The electrifying works of Lyonel Feininger



The way I like to approach art is to not know anything about it and just be hit by the raw impressions. Of course, this is mostly an unattainable ideal. With music, one can create incredibly large playlists, preferably populating them with other people's favourite music from various genres and eras, and playing these massive lists on random. This is probably one of my favourite methods of listening to new music, or rediscovering stuff I already know. Not knowing what comes next, not knowing the background of the artist or the concepts behind the music. I just have to respond to the pure sound. Also, the often extreme juxtapositions, say from Merzbow to Mozart, or Dolly Parton to Darkthrone, makes you hear each thing in a new, clearer light.

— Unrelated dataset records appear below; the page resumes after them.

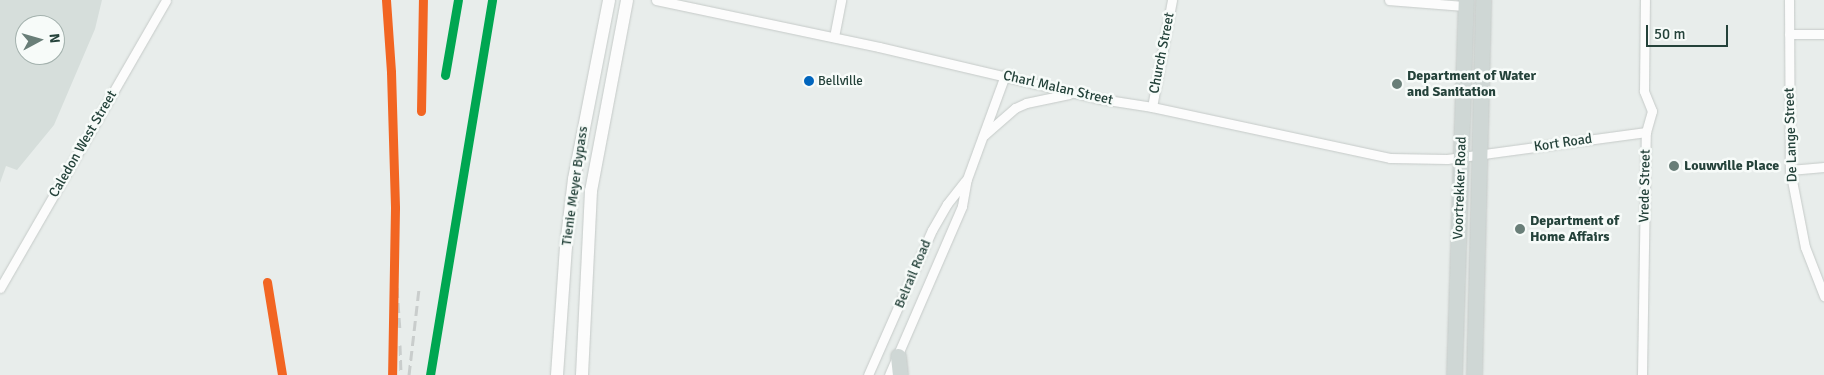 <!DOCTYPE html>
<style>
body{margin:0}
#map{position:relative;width:1824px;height:375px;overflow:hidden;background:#e8edeb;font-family:Signika,sans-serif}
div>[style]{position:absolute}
.built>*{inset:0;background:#d6dedb}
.roads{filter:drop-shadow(0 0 1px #c5cac8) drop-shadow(0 0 1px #c5cac8)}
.minor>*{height:9px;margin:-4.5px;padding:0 4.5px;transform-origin:4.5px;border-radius:4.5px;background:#fcfcfc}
.secondary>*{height:12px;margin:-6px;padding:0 6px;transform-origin:6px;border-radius:6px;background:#fcfcfc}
.primary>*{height:15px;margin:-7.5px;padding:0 7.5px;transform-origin:7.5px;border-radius:7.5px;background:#cfd7d5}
.rail>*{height:3px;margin-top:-1.5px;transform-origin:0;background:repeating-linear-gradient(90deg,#c9cdcc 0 10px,transparent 0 15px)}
.rail-1>*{height:9px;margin:-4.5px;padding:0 4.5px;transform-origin:4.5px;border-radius:4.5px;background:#00a651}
.rail-2>*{height:9px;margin:-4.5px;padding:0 4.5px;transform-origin:4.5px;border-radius:4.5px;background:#f26522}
.dots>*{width:14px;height:14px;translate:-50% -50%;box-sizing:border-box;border:2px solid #f7fbf9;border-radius:50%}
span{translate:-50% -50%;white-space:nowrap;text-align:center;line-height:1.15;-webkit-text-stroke:5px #f7fbf9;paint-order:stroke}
.bus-label{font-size:13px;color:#24423a}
.left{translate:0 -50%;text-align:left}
.street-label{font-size:14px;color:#24423a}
.poi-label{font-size:14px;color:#24423a;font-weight:700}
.north{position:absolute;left:15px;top:15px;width:50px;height:50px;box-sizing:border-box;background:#f7fbf9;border:1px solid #a3b1ad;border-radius:50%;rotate:84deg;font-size:14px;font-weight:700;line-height:20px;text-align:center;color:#24423a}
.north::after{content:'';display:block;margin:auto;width:18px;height:22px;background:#697e78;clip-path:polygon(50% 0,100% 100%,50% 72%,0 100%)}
.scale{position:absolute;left:1646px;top:25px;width:82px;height:22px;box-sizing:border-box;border:2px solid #24423a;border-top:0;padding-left:6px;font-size:15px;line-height:18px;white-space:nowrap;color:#24423a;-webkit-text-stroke:4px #f7fbf9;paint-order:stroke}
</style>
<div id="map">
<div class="built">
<i style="clip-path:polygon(evenodd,0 0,102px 0,95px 29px,54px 125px,17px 170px,6px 166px,0 183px,0 0,25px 25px,55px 25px,55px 55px,25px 55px,25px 25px)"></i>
</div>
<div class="roads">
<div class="minor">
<i style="left:656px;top:0;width:228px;rotate:11.9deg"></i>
<i style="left:879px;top:47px;width:228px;rotate:13.2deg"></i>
<i style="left:1101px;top:99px;width:52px;rotate:8.9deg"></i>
<i style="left:1152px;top:107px;width:243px;rotate:12.1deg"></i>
<i style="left:1390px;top:158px;width:57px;rotate:1deg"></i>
<i style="left:1447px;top:159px;width:201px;rotate:-7.7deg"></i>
<i style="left:1389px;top:0;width:77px;rotate:4.5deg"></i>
<i style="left:1789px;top:0;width:170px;rotate:89.7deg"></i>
<i style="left:1790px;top:170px;width:78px;rotate:79deg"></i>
<i style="left:1805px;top:247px;width:53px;rotate:68.8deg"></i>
<i style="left:1789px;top:34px;width:35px"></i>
<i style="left:834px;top:37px;width:38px;rotate:-79deg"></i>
<i style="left:1152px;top:107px;width:109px;rotate:-79.4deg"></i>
<i style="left:984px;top:135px;width:41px;rotate:-41.1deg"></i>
<i style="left:1015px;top:108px;width:12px;rotate:-24deg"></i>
<i style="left:1026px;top:103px;width:44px;rotate:-11.8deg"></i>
<i style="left:1790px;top:170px;width:34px;rotate:-5deg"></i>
<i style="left:0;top:288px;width:332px;rotate:-60deg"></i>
<i style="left:868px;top:375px;width:158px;rotate:-66.2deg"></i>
<i style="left:932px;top:230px;width:30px;rotate:-60deg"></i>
<i style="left:947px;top:204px;width:29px;rotate:-52deg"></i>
<i style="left:889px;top:375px;width:184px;rotate:-66.6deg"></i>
<i style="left:962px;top:206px;width:27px;rotate:-80deg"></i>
<i style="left:967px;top:179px;width:111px;rotate:-69.9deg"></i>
<i style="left:1642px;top:375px;width:243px;rotate:-89.1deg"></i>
<i style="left:1646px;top:132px;width:22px;rotate:-74deg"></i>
<i style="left:1652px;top:111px;width:22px;rotate:-112deg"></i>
<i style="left:1644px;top:91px;width:91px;rotate:-89.4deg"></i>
</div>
<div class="secondary">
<i style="left:557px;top:375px;width:129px;rotate:-86deg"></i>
<i style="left:566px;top:246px;width:67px;rotate:-83.2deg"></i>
<i style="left:574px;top:179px;width:182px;rotate:-78.9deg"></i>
<i style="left:582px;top:375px;width:184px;rotate:-87.2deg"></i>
<i style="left:591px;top:191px;width:194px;rotate:-79.3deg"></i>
</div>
<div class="primary">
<i style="left:898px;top:356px;width:19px;rotate:84deg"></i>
<i style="left:1454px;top:375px;width:375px;rotate:-88.2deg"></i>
<i style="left:1474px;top:375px;width:375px;rotate:-88.6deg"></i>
</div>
</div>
<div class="rail">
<i style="left:394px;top:243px;width:88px;rotate:86.1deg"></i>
<i style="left:267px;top:282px;width:94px;rotate:80.8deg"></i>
<i style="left:400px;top:345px;width:30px;rotate:88deg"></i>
<i style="left:409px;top:375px;width:87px;rotate:-83.4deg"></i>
</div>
<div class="rail-1">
<i style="left:445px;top:75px;width:76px;rotate:-80.2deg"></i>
<i style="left:430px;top:375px;width:380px;rotate:-80.6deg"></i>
</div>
<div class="rail-2">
<i style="left:386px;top:0;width:72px;rotate:86deg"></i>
<i style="left:391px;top:72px;width:136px;rotate:88.3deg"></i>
<i style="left:395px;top:208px;width:167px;rotate:91deg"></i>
<i style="left:421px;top:111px;width:111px;rotate:-89deg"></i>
<i style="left:267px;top:282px;width:94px;rotate:80.8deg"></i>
</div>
<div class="dots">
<i style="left:809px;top:81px;background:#0065bd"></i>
<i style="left:1397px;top:84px;background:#697e78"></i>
<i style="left:1674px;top:166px;background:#697e78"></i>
<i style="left:1520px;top:229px;background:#697e78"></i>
</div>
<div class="bus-label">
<span class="left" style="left:818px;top:81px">Bellville</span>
</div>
<div class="street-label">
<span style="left:1162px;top:53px;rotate:-79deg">Church Street</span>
<span style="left:1058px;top:88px;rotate:13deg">Charl Malan Street</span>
<span style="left:1791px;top:135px;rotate:-92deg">De Lange Street</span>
<span style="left:1563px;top:143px;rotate:-8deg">Kort Road</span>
<span style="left:83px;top:144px;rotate:-60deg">Caledon West Street</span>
<span style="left:575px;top:186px;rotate:-82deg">Tienie Meyer Bypass</span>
<span style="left:1645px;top:186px;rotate:-89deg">Vrede Street</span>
<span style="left:1460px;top:188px;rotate:-88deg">Voortrekker Road</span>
<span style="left:913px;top:274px;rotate:-67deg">Belrail Road</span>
</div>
<div class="poi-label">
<span class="left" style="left:1407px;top:84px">Department of Water<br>and Sanitation</span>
<span class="left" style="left:1684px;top:166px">Louwville Place</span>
<span class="left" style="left:1530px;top:229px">Department of<br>Home Affairs</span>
</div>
<div class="north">N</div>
<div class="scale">50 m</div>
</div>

What has this to do with Lyonel Feininger (1871-1956), a German-American Expressionist painter? I love to wander around museums and galleries, (preferably modern/contemporary or medieval/ancient ones) but anything is of interest really. Although I can’t quite do what I love to do with music, I prefer ideally to not know anything about what I’m seeing until after my initial response has been established. This is not always easy, since I’ve read art history, and anything hanging in (especially larger) museums is already quite well-known. But still.


Often, when one has seen many artworks, a sort of fatigue sets in; a physical one from walking/standing for a long time, and a mental one, where one's mind is numbed by endless, more or less interesting, stuff. One artist who always manages to jolt me out of this numbness is Lyonel Feininger. This has happened now many times in various museums; I suddenly stop in my tracks and think, «what is that?». It’s like the painting itself forces me to have a deeper look. This happened again recently at Hamburger Kunsthalle.



I haven’t really articulated to myself why I like these paintings. It just seems that they present a very clear and strong vision, one that I prefer over many, or most, other painters from the same era employing similar visual languages & techniques. Maybe I like them because Feininger was also a musician, and there is some shared resonance there? He said that music was the “language of my innermost soul which stirs me like no other form of expression.” I do find that these paintings share some of the immediateness of music. They are somewhere beyond language and concepts, not being «about» anything (although on the surface they are still figurative), but just «being», like new life-forms, or worlds with their own laws of physics.



The art I care about has to have this power to grab me by the neck before a linguistic/conceptual awareness kicks in. This force can be subtle, and is in no way related to anything spectacular (quite the contrary most of the time). To me, Feininger most definitely has that force. Do check out his paintings (preferably in real life, images on screens don’t quite do the same trick) and see what kind of effect they might have on you.